È sconcertante la totale incapacità del club Europa, di produrre delle politiche sull’immigrazione che vadano al di là di una «svogliata» gestione dell’emergenza.
A fine giugno, in un cordialissimo bilaterale, la cancelliera tedesca Angela Merkel e il primo ministro italiano Mario Draghi avevano auspicato il rinnovo dell’accordo dell’Unione Europea con la Turchia, sulla gestione di parte dell’immigrazione verso l’Europa. In sostanza, si tratta di un sostegno «strategico» del valore complessivo di 5,7 miliardi di euro per i profughi e le comunità che li ospitano in Turchia, Giordania, Libano e Siria. Alla Turchia sarebbe destinato il fondo più cospicuo, 3 miliardi, che si aggiungono ai 535 milioni del finanziamento ponte per garantire una continuità con i progetti umanitari già avviati.

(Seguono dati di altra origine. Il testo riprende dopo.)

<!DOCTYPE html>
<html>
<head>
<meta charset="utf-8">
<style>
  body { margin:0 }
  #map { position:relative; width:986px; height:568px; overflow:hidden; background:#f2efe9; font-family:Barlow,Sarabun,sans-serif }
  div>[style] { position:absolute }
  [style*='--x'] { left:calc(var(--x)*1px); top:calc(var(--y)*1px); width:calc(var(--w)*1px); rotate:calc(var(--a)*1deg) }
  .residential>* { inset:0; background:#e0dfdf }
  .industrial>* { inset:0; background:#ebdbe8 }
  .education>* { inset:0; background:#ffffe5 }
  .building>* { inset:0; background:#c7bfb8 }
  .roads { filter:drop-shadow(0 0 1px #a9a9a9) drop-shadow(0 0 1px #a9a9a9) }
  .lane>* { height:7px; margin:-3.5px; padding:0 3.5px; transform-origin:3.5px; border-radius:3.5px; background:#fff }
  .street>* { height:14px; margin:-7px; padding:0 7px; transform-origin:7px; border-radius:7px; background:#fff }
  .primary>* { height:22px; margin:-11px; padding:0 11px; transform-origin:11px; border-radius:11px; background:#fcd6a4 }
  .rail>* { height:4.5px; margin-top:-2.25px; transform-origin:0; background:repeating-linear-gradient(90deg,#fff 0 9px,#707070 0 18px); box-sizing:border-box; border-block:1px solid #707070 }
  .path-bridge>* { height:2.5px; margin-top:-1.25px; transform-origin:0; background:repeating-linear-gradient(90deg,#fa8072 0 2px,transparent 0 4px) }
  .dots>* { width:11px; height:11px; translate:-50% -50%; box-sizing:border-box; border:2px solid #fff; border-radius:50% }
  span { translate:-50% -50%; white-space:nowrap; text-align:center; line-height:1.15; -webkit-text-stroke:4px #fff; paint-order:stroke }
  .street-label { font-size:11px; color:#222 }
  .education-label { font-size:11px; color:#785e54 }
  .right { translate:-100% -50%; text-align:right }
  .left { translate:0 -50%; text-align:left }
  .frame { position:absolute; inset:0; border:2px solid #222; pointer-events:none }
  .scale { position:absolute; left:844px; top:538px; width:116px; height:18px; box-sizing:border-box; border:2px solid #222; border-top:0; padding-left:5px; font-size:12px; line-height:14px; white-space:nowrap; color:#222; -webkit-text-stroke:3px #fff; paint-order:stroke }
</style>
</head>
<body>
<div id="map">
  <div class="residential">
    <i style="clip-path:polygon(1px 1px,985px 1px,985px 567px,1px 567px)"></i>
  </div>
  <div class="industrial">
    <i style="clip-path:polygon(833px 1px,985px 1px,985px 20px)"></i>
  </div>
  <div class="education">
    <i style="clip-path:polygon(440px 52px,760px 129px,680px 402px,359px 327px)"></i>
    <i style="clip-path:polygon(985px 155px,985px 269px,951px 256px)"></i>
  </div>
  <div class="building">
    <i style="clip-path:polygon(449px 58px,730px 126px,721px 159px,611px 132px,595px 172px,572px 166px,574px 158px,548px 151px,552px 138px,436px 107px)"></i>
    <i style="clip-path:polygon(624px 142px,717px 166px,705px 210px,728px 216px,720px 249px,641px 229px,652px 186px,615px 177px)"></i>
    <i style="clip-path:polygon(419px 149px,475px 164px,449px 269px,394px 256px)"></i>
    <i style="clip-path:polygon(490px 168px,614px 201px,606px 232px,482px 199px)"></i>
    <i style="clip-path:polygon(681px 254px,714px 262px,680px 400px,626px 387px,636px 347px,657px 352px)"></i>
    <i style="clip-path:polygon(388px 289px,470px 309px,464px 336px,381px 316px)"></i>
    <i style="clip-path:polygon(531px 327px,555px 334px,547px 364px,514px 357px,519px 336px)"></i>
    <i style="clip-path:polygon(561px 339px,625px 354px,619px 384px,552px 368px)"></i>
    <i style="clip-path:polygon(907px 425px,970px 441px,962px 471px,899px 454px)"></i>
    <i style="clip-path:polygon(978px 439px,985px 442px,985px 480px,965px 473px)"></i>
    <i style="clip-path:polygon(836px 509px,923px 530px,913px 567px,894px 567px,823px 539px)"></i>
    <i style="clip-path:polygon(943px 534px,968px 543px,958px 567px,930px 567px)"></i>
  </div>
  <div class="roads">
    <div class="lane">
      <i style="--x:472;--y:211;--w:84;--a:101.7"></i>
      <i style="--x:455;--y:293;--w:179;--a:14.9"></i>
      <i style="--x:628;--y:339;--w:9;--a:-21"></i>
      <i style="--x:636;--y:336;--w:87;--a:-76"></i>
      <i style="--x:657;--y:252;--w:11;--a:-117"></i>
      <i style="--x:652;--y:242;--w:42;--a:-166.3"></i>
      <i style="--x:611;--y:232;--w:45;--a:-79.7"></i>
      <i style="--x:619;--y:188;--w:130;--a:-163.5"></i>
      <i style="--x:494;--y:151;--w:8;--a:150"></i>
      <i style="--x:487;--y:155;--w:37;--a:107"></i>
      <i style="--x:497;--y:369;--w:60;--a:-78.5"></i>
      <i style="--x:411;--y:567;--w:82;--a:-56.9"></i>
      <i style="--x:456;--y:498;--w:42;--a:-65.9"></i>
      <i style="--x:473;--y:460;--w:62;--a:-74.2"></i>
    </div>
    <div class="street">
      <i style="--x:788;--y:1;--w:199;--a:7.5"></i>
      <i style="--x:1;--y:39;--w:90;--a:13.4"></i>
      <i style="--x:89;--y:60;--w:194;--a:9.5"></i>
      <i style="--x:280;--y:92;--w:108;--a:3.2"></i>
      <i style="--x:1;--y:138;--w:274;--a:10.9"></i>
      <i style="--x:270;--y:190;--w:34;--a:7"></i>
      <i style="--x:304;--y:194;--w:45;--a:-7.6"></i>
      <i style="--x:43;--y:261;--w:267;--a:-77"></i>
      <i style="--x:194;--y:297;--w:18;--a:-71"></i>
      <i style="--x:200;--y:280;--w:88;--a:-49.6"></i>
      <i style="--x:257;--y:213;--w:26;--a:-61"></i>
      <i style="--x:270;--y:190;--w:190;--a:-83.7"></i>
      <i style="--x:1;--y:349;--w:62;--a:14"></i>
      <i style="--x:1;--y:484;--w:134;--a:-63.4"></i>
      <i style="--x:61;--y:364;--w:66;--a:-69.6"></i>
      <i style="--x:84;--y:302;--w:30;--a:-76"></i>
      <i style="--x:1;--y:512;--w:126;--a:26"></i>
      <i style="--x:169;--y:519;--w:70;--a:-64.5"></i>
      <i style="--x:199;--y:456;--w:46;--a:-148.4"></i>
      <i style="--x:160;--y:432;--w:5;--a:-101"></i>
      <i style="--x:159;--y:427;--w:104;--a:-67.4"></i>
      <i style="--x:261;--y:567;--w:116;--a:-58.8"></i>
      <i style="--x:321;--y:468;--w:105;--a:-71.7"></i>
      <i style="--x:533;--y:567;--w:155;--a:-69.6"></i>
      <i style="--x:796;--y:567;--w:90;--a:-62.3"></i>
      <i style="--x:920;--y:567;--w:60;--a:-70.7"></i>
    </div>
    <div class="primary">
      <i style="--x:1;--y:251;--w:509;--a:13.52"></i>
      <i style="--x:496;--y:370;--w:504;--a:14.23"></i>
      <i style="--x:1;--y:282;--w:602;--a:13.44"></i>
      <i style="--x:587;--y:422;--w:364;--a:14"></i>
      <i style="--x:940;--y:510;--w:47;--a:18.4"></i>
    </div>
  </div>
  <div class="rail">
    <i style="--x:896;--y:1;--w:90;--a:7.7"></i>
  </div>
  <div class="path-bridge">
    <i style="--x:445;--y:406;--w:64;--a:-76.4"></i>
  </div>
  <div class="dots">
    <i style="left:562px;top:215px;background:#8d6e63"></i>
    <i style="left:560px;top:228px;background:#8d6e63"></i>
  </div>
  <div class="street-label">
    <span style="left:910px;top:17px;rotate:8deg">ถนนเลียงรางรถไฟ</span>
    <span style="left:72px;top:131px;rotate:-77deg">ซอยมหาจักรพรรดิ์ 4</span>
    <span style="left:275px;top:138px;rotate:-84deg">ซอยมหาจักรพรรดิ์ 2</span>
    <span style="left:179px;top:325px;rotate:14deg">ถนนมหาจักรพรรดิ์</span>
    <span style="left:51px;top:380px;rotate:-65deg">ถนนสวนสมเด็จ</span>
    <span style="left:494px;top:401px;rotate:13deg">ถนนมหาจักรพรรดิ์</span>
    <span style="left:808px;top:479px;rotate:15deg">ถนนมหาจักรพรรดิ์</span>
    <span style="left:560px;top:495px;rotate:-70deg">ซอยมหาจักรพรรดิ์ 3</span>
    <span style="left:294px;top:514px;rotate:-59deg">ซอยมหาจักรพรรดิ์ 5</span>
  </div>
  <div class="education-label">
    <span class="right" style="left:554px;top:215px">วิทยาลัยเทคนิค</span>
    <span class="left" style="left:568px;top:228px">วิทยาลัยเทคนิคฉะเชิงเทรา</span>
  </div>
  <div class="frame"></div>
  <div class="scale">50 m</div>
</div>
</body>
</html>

È davvero sconcertante la totale incapacità del club Europa, di produrre delle politiche sull’immigrazione che vadano al di là di una «svogliata» gestione dell’emergenza. Quest’ultima, tra l’altro, è puntualmente sbandierata a fini di propaganda populista ma, alla resa dei conti, le si dedicano pochi minuti nei «grandi» vertici europei. Del resto, l’Ue non sta sopportando flussi ingenti e incontrollabili di richiedenti asilo: nel 2020 le richieste sono calate del 35 per cento rispetto all’anno precedente. Questo non elimina la drammaticità di quanto stanno vivendo migliaia di persone, e non può cancellare il prezzo, sempre tremendamente alto, in termini di vite umane, considerate alla stregua di «danni collaterali» dalle cancellerie occidentali che pretendono di insegnare la democrazia al mondo!

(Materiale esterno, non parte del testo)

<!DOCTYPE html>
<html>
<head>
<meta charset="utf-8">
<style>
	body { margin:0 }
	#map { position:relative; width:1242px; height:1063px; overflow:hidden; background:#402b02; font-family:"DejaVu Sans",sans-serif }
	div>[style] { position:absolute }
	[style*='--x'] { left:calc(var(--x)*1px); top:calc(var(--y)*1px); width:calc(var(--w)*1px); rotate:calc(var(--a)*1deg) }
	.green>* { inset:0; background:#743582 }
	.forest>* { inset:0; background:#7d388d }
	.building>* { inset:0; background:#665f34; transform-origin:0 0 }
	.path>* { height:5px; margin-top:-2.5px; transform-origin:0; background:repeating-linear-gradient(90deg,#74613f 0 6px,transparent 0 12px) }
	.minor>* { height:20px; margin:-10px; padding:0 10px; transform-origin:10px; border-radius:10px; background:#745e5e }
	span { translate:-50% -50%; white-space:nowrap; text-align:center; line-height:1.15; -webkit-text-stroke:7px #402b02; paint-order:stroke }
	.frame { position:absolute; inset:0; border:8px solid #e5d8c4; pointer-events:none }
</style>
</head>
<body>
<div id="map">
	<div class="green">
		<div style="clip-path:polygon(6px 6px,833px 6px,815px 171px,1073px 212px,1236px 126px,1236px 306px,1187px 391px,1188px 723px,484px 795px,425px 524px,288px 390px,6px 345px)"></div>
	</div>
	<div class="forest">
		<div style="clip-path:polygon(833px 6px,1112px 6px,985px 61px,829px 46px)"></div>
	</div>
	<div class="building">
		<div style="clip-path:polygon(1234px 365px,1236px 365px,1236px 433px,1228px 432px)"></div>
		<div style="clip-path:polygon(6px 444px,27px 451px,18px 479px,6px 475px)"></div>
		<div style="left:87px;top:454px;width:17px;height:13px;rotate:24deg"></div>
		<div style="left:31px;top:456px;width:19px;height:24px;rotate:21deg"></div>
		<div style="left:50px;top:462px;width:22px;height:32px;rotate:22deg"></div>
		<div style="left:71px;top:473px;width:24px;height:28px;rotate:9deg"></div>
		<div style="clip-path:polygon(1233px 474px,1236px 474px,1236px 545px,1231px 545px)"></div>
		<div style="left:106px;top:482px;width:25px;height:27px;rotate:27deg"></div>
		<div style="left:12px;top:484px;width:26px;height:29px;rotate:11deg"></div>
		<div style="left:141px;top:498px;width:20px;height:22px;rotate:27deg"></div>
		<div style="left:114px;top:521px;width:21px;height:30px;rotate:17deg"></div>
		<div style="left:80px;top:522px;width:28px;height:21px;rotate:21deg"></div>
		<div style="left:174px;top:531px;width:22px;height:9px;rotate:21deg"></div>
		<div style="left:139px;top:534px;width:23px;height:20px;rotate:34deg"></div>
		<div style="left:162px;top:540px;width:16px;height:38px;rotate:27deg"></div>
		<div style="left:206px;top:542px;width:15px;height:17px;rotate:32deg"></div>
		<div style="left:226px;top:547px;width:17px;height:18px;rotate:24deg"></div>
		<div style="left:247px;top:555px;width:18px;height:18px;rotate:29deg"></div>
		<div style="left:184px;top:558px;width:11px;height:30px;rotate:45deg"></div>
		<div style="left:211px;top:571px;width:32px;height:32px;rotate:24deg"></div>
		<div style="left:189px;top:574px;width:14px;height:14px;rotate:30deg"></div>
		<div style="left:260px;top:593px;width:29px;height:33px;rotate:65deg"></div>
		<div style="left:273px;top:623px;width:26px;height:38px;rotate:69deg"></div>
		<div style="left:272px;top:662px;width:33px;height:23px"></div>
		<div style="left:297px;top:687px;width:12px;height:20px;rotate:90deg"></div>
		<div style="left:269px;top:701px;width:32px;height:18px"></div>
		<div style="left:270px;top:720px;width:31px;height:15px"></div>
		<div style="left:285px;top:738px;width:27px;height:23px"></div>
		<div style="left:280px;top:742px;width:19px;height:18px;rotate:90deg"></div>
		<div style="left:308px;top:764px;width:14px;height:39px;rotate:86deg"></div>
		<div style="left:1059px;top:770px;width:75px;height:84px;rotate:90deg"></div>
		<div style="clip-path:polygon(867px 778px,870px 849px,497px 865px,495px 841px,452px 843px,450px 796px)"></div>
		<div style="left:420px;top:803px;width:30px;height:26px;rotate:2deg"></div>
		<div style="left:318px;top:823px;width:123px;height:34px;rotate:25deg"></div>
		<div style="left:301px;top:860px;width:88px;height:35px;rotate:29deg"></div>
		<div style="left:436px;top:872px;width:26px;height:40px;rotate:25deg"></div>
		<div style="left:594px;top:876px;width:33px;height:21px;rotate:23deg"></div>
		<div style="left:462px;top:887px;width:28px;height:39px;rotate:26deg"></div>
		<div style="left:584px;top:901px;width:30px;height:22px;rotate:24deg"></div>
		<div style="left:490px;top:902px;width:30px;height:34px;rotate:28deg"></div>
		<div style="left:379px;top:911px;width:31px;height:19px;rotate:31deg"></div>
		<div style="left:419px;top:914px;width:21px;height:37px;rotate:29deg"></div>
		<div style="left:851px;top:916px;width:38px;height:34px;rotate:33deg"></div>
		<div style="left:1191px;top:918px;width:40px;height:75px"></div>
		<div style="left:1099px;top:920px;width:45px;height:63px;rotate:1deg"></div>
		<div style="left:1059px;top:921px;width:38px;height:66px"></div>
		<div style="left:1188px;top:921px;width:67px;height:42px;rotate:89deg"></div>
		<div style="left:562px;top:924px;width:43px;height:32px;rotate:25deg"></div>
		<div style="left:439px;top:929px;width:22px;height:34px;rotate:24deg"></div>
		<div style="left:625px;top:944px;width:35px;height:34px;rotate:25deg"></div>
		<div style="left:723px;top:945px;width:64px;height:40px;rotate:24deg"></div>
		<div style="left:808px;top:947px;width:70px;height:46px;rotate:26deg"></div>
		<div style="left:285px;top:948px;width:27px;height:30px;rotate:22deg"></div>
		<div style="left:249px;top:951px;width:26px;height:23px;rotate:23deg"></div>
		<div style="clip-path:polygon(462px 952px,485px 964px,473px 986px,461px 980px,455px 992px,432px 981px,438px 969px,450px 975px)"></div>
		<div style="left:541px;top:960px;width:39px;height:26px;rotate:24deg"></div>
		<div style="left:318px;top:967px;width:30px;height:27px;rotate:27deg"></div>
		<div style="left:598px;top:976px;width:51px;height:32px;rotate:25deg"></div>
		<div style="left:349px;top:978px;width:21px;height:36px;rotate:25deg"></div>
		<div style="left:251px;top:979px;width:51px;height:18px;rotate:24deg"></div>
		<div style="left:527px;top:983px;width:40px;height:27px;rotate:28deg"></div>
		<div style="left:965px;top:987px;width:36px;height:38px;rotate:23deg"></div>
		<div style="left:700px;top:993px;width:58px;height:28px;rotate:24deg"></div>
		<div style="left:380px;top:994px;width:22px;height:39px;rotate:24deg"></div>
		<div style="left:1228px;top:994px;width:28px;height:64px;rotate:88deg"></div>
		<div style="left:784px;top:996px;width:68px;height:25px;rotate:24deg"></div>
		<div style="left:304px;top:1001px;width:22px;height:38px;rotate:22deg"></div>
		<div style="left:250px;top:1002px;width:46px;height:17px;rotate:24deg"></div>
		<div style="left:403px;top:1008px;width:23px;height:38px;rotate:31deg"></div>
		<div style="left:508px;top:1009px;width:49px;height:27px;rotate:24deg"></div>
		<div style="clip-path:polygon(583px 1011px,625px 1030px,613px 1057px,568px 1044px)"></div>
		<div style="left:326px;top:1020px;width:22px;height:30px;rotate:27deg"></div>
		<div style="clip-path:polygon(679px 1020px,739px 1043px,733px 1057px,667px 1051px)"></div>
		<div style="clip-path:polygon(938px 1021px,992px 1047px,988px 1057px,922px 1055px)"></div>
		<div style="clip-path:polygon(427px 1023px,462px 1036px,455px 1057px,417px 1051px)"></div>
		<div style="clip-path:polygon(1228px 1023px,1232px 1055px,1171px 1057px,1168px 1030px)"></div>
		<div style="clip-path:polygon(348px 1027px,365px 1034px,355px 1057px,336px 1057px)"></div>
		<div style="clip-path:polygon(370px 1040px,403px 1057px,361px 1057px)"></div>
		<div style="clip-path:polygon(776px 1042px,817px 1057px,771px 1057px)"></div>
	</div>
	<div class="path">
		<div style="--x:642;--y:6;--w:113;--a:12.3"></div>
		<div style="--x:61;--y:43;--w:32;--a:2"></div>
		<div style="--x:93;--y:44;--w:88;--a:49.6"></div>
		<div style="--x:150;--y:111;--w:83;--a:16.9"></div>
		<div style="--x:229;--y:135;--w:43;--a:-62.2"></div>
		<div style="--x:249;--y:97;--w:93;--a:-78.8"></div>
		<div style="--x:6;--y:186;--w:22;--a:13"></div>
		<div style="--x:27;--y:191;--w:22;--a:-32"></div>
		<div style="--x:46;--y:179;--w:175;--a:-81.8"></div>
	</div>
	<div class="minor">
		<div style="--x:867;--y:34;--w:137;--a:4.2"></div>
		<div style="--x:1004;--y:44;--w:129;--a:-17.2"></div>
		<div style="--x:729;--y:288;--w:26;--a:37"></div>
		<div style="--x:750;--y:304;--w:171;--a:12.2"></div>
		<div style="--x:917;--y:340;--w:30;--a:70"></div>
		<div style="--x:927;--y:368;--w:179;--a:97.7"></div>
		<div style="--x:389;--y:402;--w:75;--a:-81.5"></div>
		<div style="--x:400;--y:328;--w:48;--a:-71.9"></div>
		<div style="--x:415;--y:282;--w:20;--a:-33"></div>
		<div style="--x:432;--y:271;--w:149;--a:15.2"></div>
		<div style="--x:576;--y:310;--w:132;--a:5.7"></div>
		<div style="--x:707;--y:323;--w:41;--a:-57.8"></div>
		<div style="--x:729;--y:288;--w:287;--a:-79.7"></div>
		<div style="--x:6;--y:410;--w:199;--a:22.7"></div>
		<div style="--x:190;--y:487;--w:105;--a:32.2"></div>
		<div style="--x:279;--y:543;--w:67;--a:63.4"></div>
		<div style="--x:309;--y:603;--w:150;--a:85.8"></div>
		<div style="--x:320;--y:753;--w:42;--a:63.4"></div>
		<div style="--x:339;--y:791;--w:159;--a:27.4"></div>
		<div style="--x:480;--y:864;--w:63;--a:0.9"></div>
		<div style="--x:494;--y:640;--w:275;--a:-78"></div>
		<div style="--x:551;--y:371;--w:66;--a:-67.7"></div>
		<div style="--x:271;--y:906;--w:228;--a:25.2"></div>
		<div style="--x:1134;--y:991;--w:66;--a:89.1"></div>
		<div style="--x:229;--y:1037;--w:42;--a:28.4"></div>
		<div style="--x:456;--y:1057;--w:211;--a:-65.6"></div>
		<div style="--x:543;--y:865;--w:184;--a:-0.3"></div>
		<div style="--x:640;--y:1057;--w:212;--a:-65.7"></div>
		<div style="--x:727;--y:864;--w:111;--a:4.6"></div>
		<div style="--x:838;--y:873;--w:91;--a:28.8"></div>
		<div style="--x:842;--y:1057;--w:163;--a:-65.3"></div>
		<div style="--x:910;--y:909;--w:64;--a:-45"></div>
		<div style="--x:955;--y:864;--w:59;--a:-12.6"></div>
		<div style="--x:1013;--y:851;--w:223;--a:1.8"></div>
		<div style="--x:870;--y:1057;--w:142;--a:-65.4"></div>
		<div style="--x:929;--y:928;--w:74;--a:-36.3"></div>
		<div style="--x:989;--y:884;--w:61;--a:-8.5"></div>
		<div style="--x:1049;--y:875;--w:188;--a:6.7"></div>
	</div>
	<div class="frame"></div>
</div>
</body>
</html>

Il solo scopo di quella che è definita «esternalizzazione del controllo delle frontiere», e cioè azioni economiche, giuridiche e militari realizzate da soggetti statali e sovrastatali (come la Ue), nei territori di Paesi terzi, è quello di impedire o, per lo meno di ostacolare, l’ingresso di migranti o richiedenti asilo nel territorio degli Stati che sostengono dette azioni. In sostanza, si rinuncia a «governare il fenomeno» (quello che dovrebbe essere il proprium della politica), accontentandosi di limitarne le conseguenze considerate, almeno elettoralmente, sgradevoli. Tra l’altro, l’Italia, causa la sua vicinanza geografica al Sud del Mediterraneo, gioca spesso il ruolo della «povera vittima»! Ma anche in questo caso, i dati dell’Alto Commissariato dell’Onu per i rifugiati (Acnur/Unhcr) dicono che, in termini di distribuzione effettiva (il passaggio è altra cosa), a fine 2019 il nostro Paese accoglieva 3,4 tra rifugiati e richiedenti asilo ogni mille abitanti, contro circa 25 della Svezia, 18 di Malta, 15 dell’Austria, 14 della Germania, 6 di Danimarca, Grecia e Francia.
Viste dal Sud dell’ex Mare nostrum, queste «non-politiche europee» paiono particolarmente imbarazzanti, oltre che drammatiche nelle conseguenze. Come si giustifica il fatto di appaltare la totale gestione della questione migratoria, che è prima di tutto una questione umanitaria, a Paesi di cui si contesta il livello di democraticità, il rispetto dei diritti e delle libertà fondamentali? «Dobbiamo aprire a una prospettiva futura» diceva la Merkel. All’atto pratico, non è certamente tale, per esempio, per i migranti introdotti clandestinamente in Turchia dai trafficanti di esseri umani, nei distretti nord orientali di Çaldıran, Özalp, Saray e Başkale. Decine di loro, provenienti da Afghanistan, Pakistan e Iran, sono abbandonati in stalle vuote senza cibo né acqua prima di essere traghettati attraverso il lago Van a Tatvan. Fino a quando si potrà continuare a tacere? Fin quando fingere di non sapere chi e che cosa viene pagato per la tranquillità falsa e senza coscienza d’Europa?